In John’s gospel, Jesus is forever trying to get people to understand who he is, and how he is related to God the Father. Each of his “I AM” statements gives a glimpse of who Jesus is.

I AM the bread of life.

I AM the light of the world.

I AM the way, the truth and the life.

I AM the vine and you are the branches.

And each of these statements does not give a complete picture of Jesus. And each of these I AM’s caused confusion in Jesus’ day. When Jesus said, “I am the Good Shepherd,” some dismissed him, saying, “He’s got a demon.” Others were not so sure, “These are not the words of one who has a demon.” It’s interesting to compare my reaction to the man on the el, to the reaction that Jesus got when he said, “I am the Good Shepherd.” I was not at all confused; I was angry at what I saw as a shallow faith.

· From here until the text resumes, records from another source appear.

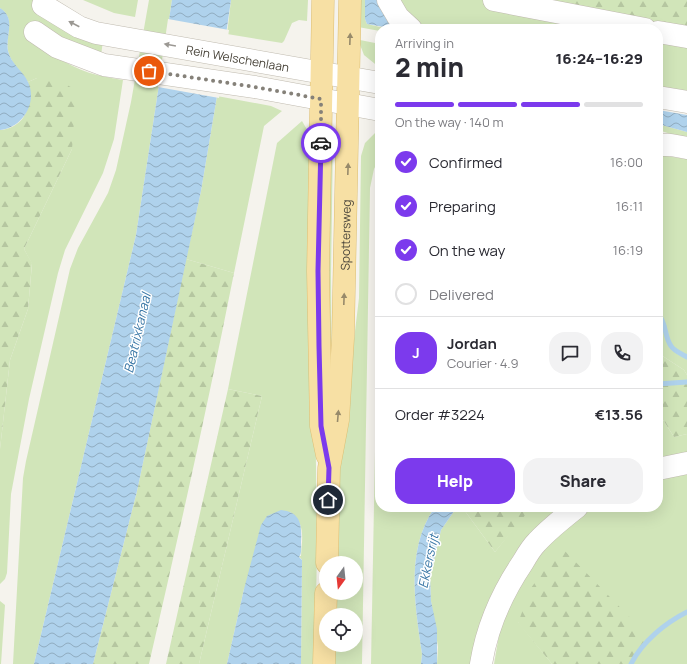 <!DOCTYPE html>
<html lang="en">
<head>
<meta charset="utf-8">
<style>
  body { margin:0; font-family:Manrope,sans-serif; background:#f2f2f3; color:#2b2b33; height:100vh; display:flex; flex-direction:column; font-size:15px; white-space:nowrap }
  * { box-sizing:border-box; margin:0 }
  p { font-size:13px; color:#7c7c81 }
  .icon { flex:none; width:22px; height:22px; fill:none; stroke:currentColor; stroke-width:2; stroke-linecap:round; stroke-linejoin:round }
  .map { position:relative; flex:1; overflow:hidden }
  .panel { position:absolute; left:375px; top:24px; width:288px; height:488px; display:flex; flex-direction:column; background:#fff; border-radius:16px; box-shadow:0 4px 16px #0002 }
  .panel>* { flex:none }
  .needle { width:26px; rotate:195deg }
  .buttons { position:absolute; left:319px; top:556px; display:grid; gap:8px }
  .buttons a { display:grid; place-items:center; width:44px; height:44px; border-radius:50%; background:#fff; box-shadow:0 4px 16px #0002; font-size:20px }
  .pin { position:absolute; display:grid; place-items:center; width:34px; height:34px; color:#fff; margin:-17px; border:2px solid #fff; border-radius:50%; box-shadow:0 1px 4px #0007 }
  .courier { position:absolute; display:grid; place-items:center; width:40px; height:40px; margin:-20px; border:3px solid #7c3aed; border-radius:50%; background:#fff; color:#222; box-shadow:0 1px 5px #0007 }
  .head em { font-style:normal; font-weight:800 }
  .head div { display:flex; flex-direction:column-reverse }
  .head { display:flex; align-items:center; justify-content:space-between; height:68px; padding:0 20px }
  h1 { font-size:26px; font-weight:800; line-height:30px }
  .bar { display:grid; grid-template-columns:repeat(4,1fr); gap:6px 4px; align-content:center; height:48px; padding:0 20px }
  .bar i { height:5px; border-radius:3px; background:#e1e1e2 }
  .bar .active { background:#7c3aed }
  .bar p { grid-column:span 4 }
  .line { display:flex; align-items:center; gap:10px; padding:0 20px; border-top:1px solid #e1e1e2 }
  .line div { flex:1 }
  .round { display:grid; place-items:center; flex:none; width:42px; height:42px; border-radius:16px; background:#f2f2f3 }
  ol { padding:0 20px; list-style:none }
  li { display:flex; align-items:center; gap:12px; height:44px }
  li p { margin-inline-start:auto }
  li .icon { padding:4px; border-radius:50%; background:#7c3aed; color:#fff; stroke-width:4 }
  li:last-child { color:#7c7c81 }
  li i { width:22px; height:22px; border:2px solid #e1e1e2; border-radius:50% }
  .cta { display:flex; gap:8px; margin-top:auto; padding:8px 20px }
  .cta a { flex:1; height:46px; border-radius:16px; background:#7c3aed; color:#fff; font-size:16px; font-weight:800; line-height:46px; text-align:center }
  .cta a+a { background:#f2f2f3; color:#2b2b33 }
  .map>svg:first-child { display:block }
  .green { fill:#d1e5b9 }
  .forest { fill:url(#forest-firs) }
  .water { fill:url(#water-waves) }
  .pier { fill:#f5f3ed }
  .lines { fill:none; stroke-linecap:round; stroke-linejoin:round }
  .stream { stroke:#afd2ec; stroke-width:5 }
  .minor-casing { stroke:#c0bbb0; stroke-width:23 }
  .major-casing { stroke:#dcbe74; stroke-width:23 }
  .minor { stroke:#fff; stroke-width:22 }
  .major { stroke:#f7e0a4; stroke-width:22 }
  .oneway { fill:#9b9893 }
  .oneway2 { fill:#978a6a }
  .done { stroke:#858179; stroke-width:4; stroke-dasharray:0 7.2 }
  .route { stroke:#7c3aed; stroke-width:5 }
  .labels { text-anchor:middle; dominant-baseline:central; stroke-width:3; stroke-linejoin:round; paint-order:stroke }
  .street-label { font-size:12px; fill:#49443a; stroke:#fff }
  .water-label { font-size:13px; font-style:italic; fill:#3977a6; stroke:#fff }
</style>
</head>
<body>
<div class="map">
<svg width="687" height="664" viewBox="0 0 687 664">
  <defs>
    <pattern id="forest-firs" width="22" height="20" patternUnits="userSpaceOnUse"><rect width="22" height="20" fill="#d1e5b9"/><path d="M5 1l3.5 6h-7zM16 11l3.5 6h-7z" fill="#b5c6a0"/></pattern>
    <pattern id="water-waves" width="16" height="10" patternUnits="userSpaceOnUse"><rect width="16" height="10" fill="#afd2ec"/><path d="M0 5q4-4 8 0t8 0" fill="none" stroke="#90acc0"/></pattern>
  </defs>
  <rect width="100%" height="100%" fill="#f5f3ed"/>
  <path class="green" d="M0,0h45l58,40 -2,16 -43,1c20,15 41,19 65,23l-9,59 -11,34 -38,77 -7,23 -29,126 -18,95 -4,79 -2,6 -5,5v-135l10,-89 18,-51 4,-45 -8,-15 48,-100 -35,-71 -9,4c-7,-9 -15,-17 -19,-28 -6,-17 9,-34 -9,-46z
    M83,0h55l-3,17 -21,-4z
    M149,0h23l-36,235 -102,429h-21l10,-186 3,-17 44,-192 8,-21 30,-55 8,-23 15,-68z
    M231,0h77l-1,21 -8,-1 -7,3 -8,18 -2,2 -55,-9z
    M356,0h9v19l2,5 22,5 3,-4 3,2 -1,2h-14v2l-22,-4z
    M396,0h96l195,34v62l-29,-5v-62h-240z
    M360,40l20,4v24l-16,-13 -5,-13z
    M217,96l54,10 11,5 -18,15 -30,147 -48,-14 15,-68z
    M302,121l7,12 3,13 5,401 -2,117h-14l1,-104 -3,-4h2c1,-17 5,-33 -11,-44l-46,77 -17,75h-28l63,-268 -34,-7 49,-246z
    M658,124l29,8v7l-29,-9z
    M380,128v29l-6,12 -4,19 -8,476h-28l1,-19h21v-30h-20v-22h20v-30h-19l2,-100 20,-165 2,-142 4,-13z
    M333,139l-2,136 1,138 -9,-111 4,-162z
    M658,155l29,4v216l-3,-5 -26,-17z
    M380,186v321h55c-30,42 -20,99 -13,147l-1,10h-50z
    M658,412l16,25 13,-3v29l-29,6z
    M687,473v191h-56l7,-13 12,-13 -132,-16 34,42h-58l5,-29 6,-21 27,-48 18,-23 43,-36h65v-28z
    M457,507h5l33,45 35,-45h47l-41,36 -55,121h-44l1,-17 -7,-46 -1,-24 11,-47z
    M0,601l5,4 -4,59h-1z"/>
  <path class="forest" d="M492,0h195v34z
    M37,78l20,1 17,10 1,18 -3,42 -48,100 8,14 -4,46 -18,51 -10,89v-319c25,-2 34,-26 28,-48z
    M186,259l48,14c-26,131 -55,261 -85,391h-56l44,-173z
    M658,353l26,17 3,5v59l-13,3 -16,-25z
    M228,389l34,7 -63,268h-33z
    M462,507h68l1,1 -36,44z
    M561,547l89,91 -12,13 -7,13h-79l-34,-41 13,-35z"/>
  <path class="water" d="M172,0h59l-14,96 -16,95 -64,300 -44,173h-59l102,-429z
    M365,0h12l15,25 -2,3 -23,-4 -2,-5z
    M0,8c17,11 5,27 8,43 3,13 15,20 20,31 10,21 -6,46 -28,48z
    M658,110l29,5v17l-29,-8z
    M435,507h22l-16,23 -11,47 1,24 6,28v35h-16l1,-10c-7,-48 -17,-105 13,-147z
    M281,510c20,2 21,15 20,32 0,5 1,12 -2,15l3,3 -1,104h-74l17,-75 17,-64 6,-9z"/>
  <path class="pier" d="M168,19l61,11 -10,68 -61,-11z"/>
  <g class="lines">
    <path class="stream" d="M658,314c9,10 6,22 13,32 3,5 11,8 16,11
      M658,384l29,-2
      M631,664c11,-22 34,-41 56,-52"/>
    <defs>
      <g id="minor">
        <path d="M388,0l10,17 13,12"/>
        <path d="M494,0l151,29"/>
        <path id="s1" d="M43,5l36,22 17,6 284,50"/>
        <path d="M35,32l22,15 47,18 151,22 125,23"/>
        <path d="M658,32l29,5"/>
        <path d="M658,97l29,5"/>
        <path d="M658,145h13l16,3"/>
        <path d="M658,469l29,-6"/>
        <path d="M481,664c6,-37 21,-71 42,-102 4,-7 9,-15 14,-20 12,-13 26,-24 40,-35"/>
      </g>
      <g id="major">
        <path d="M323,0l-5,271 3,155 6,29"/>
        <path id="s2" d="M327,563l2,-95 9,-48 5,-82 7,-338"/>
        <path d="M324,664l2,-71"/>
      </g>
    </defs>
    <use href="#minor" class="minor-casing"/>
    <use href="#major" class="major-casing"/>
    <use href="#minor" class="minor"/>
    <use href="#major" class="major"/>
  </g>
  <defs><path id="oneway-solid" d="M-6-.8H1V-3.2L6.5 0L1 3.2V.8H-6Z"/></defs>
  <g class="oneway">
    <use href="#oneway-solid" transform="translate(74 24) rotate(-153)"/>
    <use href="#oneway-solid" transform="translate(170 45) rotate(-170)"/>
  </g>
  <g class="oneway2">
    <use href="#oneway-solid" transform="translate(350 39) rotate(-88)"/>
    <use href="#oneway-solid" transform="translate(348 169) rotate(-88)"/>
    <use href="#oneway-solid" transform="translate(344 299) rotate(-88)"/>
    <use href="#oneway-solid" transform="translate(338 416) rotate(-85)"/>
  </g>
  <g class="lines">
    <path class="done" d="M149,71l106,16 66,12v44"/>
    <path class="route" d="M321,143l-3,128 1,75 2,80 8,42 -1,32"/>
  </g>
  <g class="labels">
    <g class="street-label">
      <text stroke="none"><textPath href="#s1" startOffset="204">Rein Welschenlaan</textPath></text>
      <text stroke="none"><textPath href="#s2" startOffset="329">Spottersweg</textPath></text>
    </g>
    <g class="water-label">
      <text transform="translate(137 333) rotate(-77)">Beatrixkanaal</text>
      <text transform="translate(428 561) rotate(-78)">Ekkersrijt</text>
    </g>
  </g>
</svg>
<div class="buttons">
<a><svg class="needle" viewBox="-14 -14 28 28"><path d="M0-13l5 13h-10z" fill="#e53935"/><path d="M0 13l5-13h-10z" fill="#7c7c81"/></svg></a>
<a><svg class="icon" aria-label="locate" viewBox="0 0 24 24"><circle cx="12" cy="12" r="6"/><path d="M12 2v4M12 18v4M2 12h4M18 12h4"/></svg></a>
</div>
<div class="pin" style="left:149px;top:71px;background:#ea580c"><svg class="icon" aria-label="bag" viewBox="0 0 24 24"><path d="M5 8h14l-1 12H6zM9 8a3 3 0 0 1 6 0"/></svg></div>
<div class="pin" style="left:328px;top:500px;background:#1f2937"><svg class="icon" aria-label="home" viewBox="0 0 24 24"><path d="M3 11l9-7 9 7M6 9v11h12V9"/></svg></div>
<div class="courier" style="left:321px;top:143px"><svg class="icon" aria-label="car" viewBox="0 0 24 24"><path d="M5 17H2v-5l4-1 3-4h7l3 4 3 1v5h-3M9 17h6M6 11h13"/><circle cx="7" cy="17" r="2"/><circle cx="17" cy="17" r="2"/></svg></div>
<section class="panel">
<div class="head"><div><h1>2 min</h1><p>Arriving in</p></div><em>16:24–16:29</em></div>
<div class="bar"><i class="active"></i><i class="active"></i><i class="active"></i><i></i><p>On the way · 140 m</p></div>
<ol>
<li><svg class="icon" aria-label="check" viewBox="0 0 24 24"><path d="M5 12l5 5 9-10"/></svg>Confirmed<p>16:00</p></li>
<li><svg class="icon" aria-label="check" viewBox="0 0 24 24"><path d="M5 12l5 5 9-10"/></svg>Preparing<p>16:11</p></li>
<li><svg class="icon" aria-label="check" viewBox="0 0 24 24"><path d="M5 12l5 5 9-10"/></svg>On the way<p>16:19</p></li>
<li><i></i>Delivered</li>
</ol>
<div class="line" style="height:72px"><b class="round" style="background:#7c3aed;color:#fff">J</b><div><b>Jordan</b><p>Courier · 4.9</p></div><a class="round"><svg class="icon" aria-label="chat" viewBox="0 0 24 24"><path d="M4 5h16v11H9l-5 4z"/></svg></a><a class="round"><svg class="icon" aria-label="phone" viewBox="0 0 24 24"><path d="M5 4h4l2 5-3 2q2 4 5 5l2-3 5 2v4C11 20 4 13 5 4z"/></svg></a></div>
<div class="line" style="height:52px"><div>Order #3224</div><b>€13.56</b></div>
<div class="cta"><a>Help</a><a>Share</a></div>
</section>
</div>
</body>
</html>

When Jesus lived people had a clear idea of what a shepherd did, maybe they knew shepherds. Maybe they knew that hired shepherds cannot be trusted in the same way that shepherd can be. Even in this context, his words caused confusion. Even though Jesus gave a job description for what a Good Shepherd does, his words caused confusion. The Good Shepherd knows his sheep by name, and recognizes them—and they know his. (He’s crazy; he has a demon!) The Good Shepherd lays down his life for the flock. (These are not the words of one who has a demon!)

Words cannot describe God; words cannot describe the work of Jesus Christ, the best that words can do is begin to help us get a picture of what God does through Christ. While the image of a shepherd is powerful, even today, when we don’t see many shepherd and in big cities where the only sheep ones sees are in petting zoos, it is not the only image of God available to us. There are other images. Like the one that John the Baptizer used.

When John was baptizing people in the Jordan, some of them were not sure who he was, so they sent a delegate to ask him. John said he wasn’t Elijah, he said he wasn’t the Prophet. He said that he was the one who was preparing a straight path for the Lord. Then Jesus passed by and John said, “Behold, the Lamb of God who bears the sins of the world.” Jesus is The Lamb of God who bears the sins of the world. And the Good shepherd who lays down his life for the sheep. We have two very different images of Jesus here. We have images of Jesus on both sides of the pasture fence. How can we understand our Lord when he says that he is a shepherd, and a sheep? How can we possibly hold those images together? Both the shepherd and the lamb are examples of sacrificial love, love that lays down its life so that life may be taken up again. A love that lays down its life freely so that life may be more full.

I haven’t left my man on the el. I still think about him often. He may still be there, preaching the same sermon to anyone who is listening. And I still think about why he made me angry. I was frustrated because he seemed to only see God in one way, he seemed to imagine God only as a shepherd who takes care of him, protects and watches over him. And that makes me sad because I know that there is so much more to the Lord. But I also admit that much of my anger at this man was really envy. I envied his comfort and certainty and trust. Trust enables him to walk through life’s darkest valleys unafraid. He has a trust that all my thoughtful, varied and contradictory images of God rarely provide me.

Friend, I challenge you to examine your own images of God. Use your imagination, wrestle with the Good Shepherd, think about the Lamb of God. Where do you encounter self-sacrificing love? I ask because that’s where you will also encounter the risen Christ. Amen.